Todos Estos Años de Gente

A comienzos de los ochenta, la saturación de los imaginarios nacionalistas decanta en la insensata aventura militar de Malvinas y, tras la derrota, cambia inmediatamente de rostro para correr a refugiarse en el amparo constitucional. El fracaso de la utopía revolucionaria y del terrorismo de estado como modelos de Nación alcanza para explicar que las apelaciones al Facundo y al Martín Fierro sufran un marcado repliegue y que surja, en torno a la vuelta de la democracia, una perspectiva crítica acerca de las definiciones habituales de lo nacional. Para ese momento, nuestros mitos identitarios relativos a las obras en cuestión ya habían sido incorporados a las significaciones imaginarias de los carnavalescos inmigrantes de la década de 1910 (Prieto, 1988), los refinados vanguardistas de los años 1920 (Borges, 2008), los golpistas infames de la década de 1930 (Cataruzza y Eujanian, 2002), el peronismo primigenio de 1940 (Astrada, 1964), el antiperonismo intransigente de mitad de siglo (Martínez Estrada, 1956), la autoproclamada Revolución argentina de los sesenta (Martínez Gramuglia, 2006), la militancia radicalizada de los setenta y aun la dictadura genocida luego de la cual emergimos definitivamente a la democracia.

La revisión de las significaciones de lo nacional vinculadas a las elaboraciones míticas del siglo xix recrudece en la cultura argentina al promediar los noventa, rumbo al estallido de 2001. El rock, el cine y la televisión regresarán a nuestros héroes populares sarmientinos y hernandianos a través de renovadas y actualizadas representaciones de la marginalidad. En cambio, la literatura demorará en retomar estas reelaboraciones; asimismo, oscilará entre recuperaciones atravesadas por viejos imaginarios ligados al nuevo ciclo democrático (que desde 2003 recupera la llamada tradición «nacional & popular») y la elaboración de textos que opondrán a las figuraciones cristalizadas el contundente valor crítico de la irreverencia.

Uno de los fenómenos de mayor recurrencia será la revisión de las formulaciones míticas que nos interesan desde una perspectiva que indaga en los significados que estas incorporaron en sus extensos itinerarios en el proceso de la cultura argentina. Repasaremos una mínima selección de casos actuales que permiten arriesgar algunas hipótesis sobre la función y significación de estos mitos identitarios en la escena contemporánea.
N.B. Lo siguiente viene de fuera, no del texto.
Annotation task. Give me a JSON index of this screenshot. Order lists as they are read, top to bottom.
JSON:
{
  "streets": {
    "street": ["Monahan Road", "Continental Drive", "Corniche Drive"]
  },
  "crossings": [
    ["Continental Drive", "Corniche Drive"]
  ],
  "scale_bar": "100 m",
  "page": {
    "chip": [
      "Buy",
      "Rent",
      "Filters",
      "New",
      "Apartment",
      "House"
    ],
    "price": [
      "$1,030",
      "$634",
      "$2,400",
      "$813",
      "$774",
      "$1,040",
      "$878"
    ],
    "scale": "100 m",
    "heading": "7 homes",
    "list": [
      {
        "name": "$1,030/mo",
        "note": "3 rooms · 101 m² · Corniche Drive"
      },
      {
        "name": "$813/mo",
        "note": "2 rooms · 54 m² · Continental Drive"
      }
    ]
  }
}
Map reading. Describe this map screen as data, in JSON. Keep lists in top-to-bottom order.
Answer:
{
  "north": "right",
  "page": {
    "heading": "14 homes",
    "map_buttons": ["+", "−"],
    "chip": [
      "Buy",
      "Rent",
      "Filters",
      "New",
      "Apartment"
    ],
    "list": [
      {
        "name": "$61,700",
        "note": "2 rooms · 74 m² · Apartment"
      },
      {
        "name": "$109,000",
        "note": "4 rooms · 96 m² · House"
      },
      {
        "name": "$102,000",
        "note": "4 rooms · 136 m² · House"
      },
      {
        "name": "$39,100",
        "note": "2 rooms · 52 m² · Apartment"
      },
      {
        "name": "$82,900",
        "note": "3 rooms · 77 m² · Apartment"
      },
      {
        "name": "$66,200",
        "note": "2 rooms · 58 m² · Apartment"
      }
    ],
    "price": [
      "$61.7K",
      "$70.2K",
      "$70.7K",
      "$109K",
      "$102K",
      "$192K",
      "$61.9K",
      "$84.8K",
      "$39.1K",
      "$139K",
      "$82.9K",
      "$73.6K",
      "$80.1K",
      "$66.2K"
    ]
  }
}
Un cuento de fines de los setenta y un film estrenado al calor del segundo Centenario de Mayo conectan a través del Facundo dos momentos históricos distantes, pero idénticamente productivos en su revisión crítica de los núcleos míticos captados por Sarmiento. En algún momento de su cautiverio, entre marzo de 1976 y septiembre de 1977, Antonio Di Benedetto escribió el cuento «Aballay», que formaría parte de Absurdos, editado en España en 1978, cuando el autor ya estaba exiliado. Cuarenta y dos años después, el 19 de noviembre de 2010, Fernando Spiner estrenó, en la competencia oficial del Festival Internacional de Cine de Mar del Plata, su tercer largometraje, Aballay, el hombre sin miedo, basado en aquel cuento. En la primera página de la «Introducción» al Facundo, Sarmiento establece la dimensión mítica de su héroe:

Diez años aún después de tu trágica muerte, el hombre de las ciudades y el gaucho de los llanos argentinos, al tomar diversos senderos en el desierto, decían: «¡No, no ha muerto! ¡Vive aún! ¡Él vendrá!». ¡Cierto! Facundo no ha muerto; está vivo en las tradiciones populares, en la política y revoluciones argentinas; en Rosas, su heredero, su complemento: su alma ha pasado a este otro molde, más acabado, más perfecto; y lo que en él era sólo instinto, iniciación, tendencia, convirtióse en Rosas, en sistema, efecto y fin (2000, p. 25).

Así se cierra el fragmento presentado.